Assignment
Return every line from the records below with the string "names".

Data shown
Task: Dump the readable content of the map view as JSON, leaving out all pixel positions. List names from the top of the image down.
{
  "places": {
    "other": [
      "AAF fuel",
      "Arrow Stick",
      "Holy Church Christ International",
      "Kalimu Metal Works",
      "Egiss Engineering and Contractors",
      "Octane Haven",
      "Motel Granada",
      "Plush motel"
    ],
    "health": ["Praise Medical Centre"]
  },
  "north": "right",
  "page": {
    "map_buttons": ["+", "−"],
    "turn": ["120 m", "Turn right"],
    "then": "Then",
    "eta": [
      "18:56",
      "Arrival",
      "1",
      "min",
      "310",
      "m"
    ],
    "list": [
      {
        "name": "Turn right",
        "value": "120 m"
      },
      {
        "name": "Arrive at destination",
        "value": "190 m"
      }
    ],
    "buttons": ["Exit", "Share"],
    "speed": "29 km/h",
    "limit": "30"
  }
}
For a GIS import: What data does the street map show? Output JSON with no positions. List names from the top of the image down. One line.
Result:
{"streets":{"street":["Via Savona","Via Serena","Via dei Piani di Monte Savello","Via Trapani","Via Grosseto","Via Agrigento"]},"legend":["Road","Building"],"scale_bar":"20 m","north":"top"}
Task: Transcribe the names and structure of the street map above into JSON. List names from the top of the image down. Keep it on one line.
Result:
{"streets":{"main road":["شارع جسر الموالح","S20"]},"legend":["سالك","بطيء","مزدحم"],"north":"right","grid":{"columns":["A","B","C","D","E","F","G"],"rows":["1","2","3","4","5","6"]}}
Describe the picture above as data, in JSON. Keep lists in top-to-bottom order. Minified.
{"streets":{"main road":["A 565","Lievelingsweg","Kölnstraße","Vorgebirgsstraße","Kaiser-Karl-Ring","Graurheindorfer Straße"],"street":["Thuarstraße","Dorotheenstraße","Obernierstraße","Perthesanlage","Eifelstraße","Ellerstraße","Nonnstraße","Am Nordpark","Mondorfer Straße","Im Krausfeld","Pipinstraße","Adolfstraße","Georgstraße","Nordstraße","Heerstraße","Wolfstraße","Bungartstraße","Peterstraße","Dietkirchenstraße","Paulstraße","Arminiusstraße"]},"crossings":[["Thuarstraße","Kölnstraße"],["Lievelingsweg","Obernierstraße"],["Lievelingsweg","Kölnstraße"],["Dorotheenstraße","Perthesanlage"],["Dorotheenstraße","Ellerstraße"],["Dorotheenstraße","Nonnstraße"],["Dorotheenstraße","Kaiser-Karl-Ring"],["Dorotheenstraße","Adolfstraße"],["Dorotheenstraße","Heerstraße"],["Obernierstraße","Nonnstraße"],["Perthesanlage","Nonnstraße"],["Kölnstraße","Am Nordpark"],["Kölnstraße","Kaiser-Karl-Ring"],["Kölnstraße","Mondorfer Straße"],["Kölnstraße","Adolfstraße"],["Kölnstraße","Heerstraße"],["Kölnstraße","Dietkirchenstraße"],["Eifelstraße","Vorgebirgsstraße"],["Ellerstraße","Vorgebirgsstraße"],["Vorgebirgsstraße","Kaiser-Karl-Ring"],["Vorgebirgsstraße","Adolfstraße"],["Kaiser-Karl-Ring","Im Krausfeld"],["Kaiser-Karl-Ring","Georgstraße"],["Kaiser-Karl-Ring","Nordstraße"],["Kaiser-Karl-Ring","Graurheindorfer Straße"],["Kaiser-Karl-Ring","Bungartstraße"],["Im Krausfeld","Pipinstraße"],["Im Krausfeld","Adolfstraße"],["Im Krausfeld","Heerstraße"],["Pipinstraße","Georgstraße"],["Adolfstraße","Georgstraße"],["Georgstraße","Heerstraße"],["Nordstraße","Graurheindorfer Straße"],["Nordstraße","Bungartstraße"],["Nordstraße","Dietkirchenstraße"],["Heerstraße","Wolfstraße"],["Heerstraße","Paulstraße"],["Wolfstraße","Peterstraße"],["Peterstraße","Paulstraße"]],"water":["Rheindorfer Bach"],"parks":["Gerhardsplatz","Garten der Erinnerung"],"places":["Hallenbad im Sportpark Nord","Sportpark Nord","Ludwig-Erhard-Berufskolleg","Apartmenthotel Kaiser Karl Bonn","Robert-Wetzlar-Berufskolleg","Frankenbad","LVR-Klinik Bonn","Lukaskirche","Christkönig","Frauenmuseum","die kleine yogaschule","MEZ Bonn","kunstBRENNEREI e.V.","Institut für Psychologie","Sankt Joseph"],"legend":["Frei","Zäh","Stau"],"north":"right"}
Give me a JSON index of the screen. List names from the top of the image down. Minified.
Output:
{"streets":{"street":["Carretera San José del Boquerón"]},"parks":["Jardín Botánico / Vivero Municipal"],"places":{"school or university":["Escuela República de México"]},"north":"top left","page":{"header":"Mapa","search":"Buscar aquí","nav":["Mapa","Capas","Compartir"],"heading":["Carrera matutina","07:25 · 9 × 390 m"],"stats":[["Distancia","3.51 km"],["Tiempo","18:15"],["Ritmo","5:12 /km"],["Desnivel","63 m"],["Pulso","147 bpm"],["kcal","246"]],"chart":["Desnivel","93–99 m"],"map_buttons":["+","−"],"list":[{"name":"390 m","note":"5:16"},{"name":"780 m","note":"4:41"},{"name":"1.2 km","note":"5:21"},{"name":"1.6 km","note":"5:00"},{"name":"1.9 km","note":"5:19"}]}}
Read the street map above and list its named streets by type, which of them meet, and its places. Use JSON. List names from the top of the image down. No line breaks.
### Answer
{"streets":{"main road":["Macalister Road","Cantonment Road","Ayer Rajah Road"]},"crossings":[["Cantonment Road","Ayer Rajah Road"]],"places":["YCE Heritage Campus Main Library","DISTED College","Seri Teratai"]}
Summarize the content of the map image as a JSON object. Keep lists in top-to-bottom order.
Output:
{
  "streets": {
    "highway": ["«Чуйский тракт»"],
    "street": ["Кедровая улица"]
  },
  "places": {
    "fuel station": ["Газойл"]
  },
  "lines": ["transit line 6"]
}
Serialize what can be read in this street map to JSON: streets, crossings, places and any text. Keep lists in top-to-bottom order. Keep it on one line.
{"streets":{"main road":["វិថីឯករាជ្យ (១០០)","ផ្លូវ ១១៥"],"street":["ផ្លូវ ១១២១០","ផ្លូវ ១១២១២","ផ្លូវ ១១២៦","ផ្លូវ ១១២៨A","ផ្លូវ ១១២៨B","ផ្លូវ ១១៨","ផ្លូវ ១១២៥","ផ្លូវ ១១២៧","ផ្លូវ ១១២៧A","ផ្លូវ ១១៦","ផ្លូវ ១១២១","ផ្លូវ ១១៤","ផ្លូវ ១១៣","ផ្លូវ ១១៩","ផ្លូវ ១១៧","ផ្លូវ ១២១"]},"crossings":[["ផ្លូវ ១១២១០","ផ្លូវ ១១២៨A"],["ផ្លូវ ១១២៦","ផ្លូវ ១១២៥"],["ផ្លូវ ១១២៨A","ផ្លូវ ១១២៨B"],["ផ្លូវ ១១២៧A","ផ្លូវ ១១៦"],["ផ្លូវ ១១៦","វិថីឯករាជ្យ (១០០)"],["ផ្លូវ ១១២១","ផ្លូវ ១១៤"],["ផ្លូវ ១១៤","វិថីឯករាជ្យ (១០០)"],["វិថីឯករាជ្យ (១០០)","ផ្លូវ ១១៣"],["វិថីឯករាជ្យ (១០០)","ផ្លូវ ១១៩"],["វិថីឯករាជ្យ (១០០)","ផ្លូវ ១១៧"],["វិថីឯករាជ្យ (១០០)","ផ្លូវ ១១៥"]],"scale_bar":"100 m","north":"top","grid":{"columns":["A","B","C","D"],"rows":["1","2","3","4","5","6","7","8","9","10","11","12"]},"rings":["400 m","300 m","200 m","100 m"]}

Answer to the exercise
Task: Dump the readable content of the map view as JSON, leaving out all pixel positions. List names from the top of the image down.
For a GIS import: What data does the street map show? Output JSON with no positions. List names from the top of the image down. One line.
Task: Transcribe the names and structure of the street map above into JSON. List names from the top of the image down. Keep it on one line.
Give me a JSON index of the screen. List names from the top of the image down. Minified.
Read the street map above and list its named streets by type, which of them meet, and its places. Use JSON. List names from the top of the image down. No line breaks.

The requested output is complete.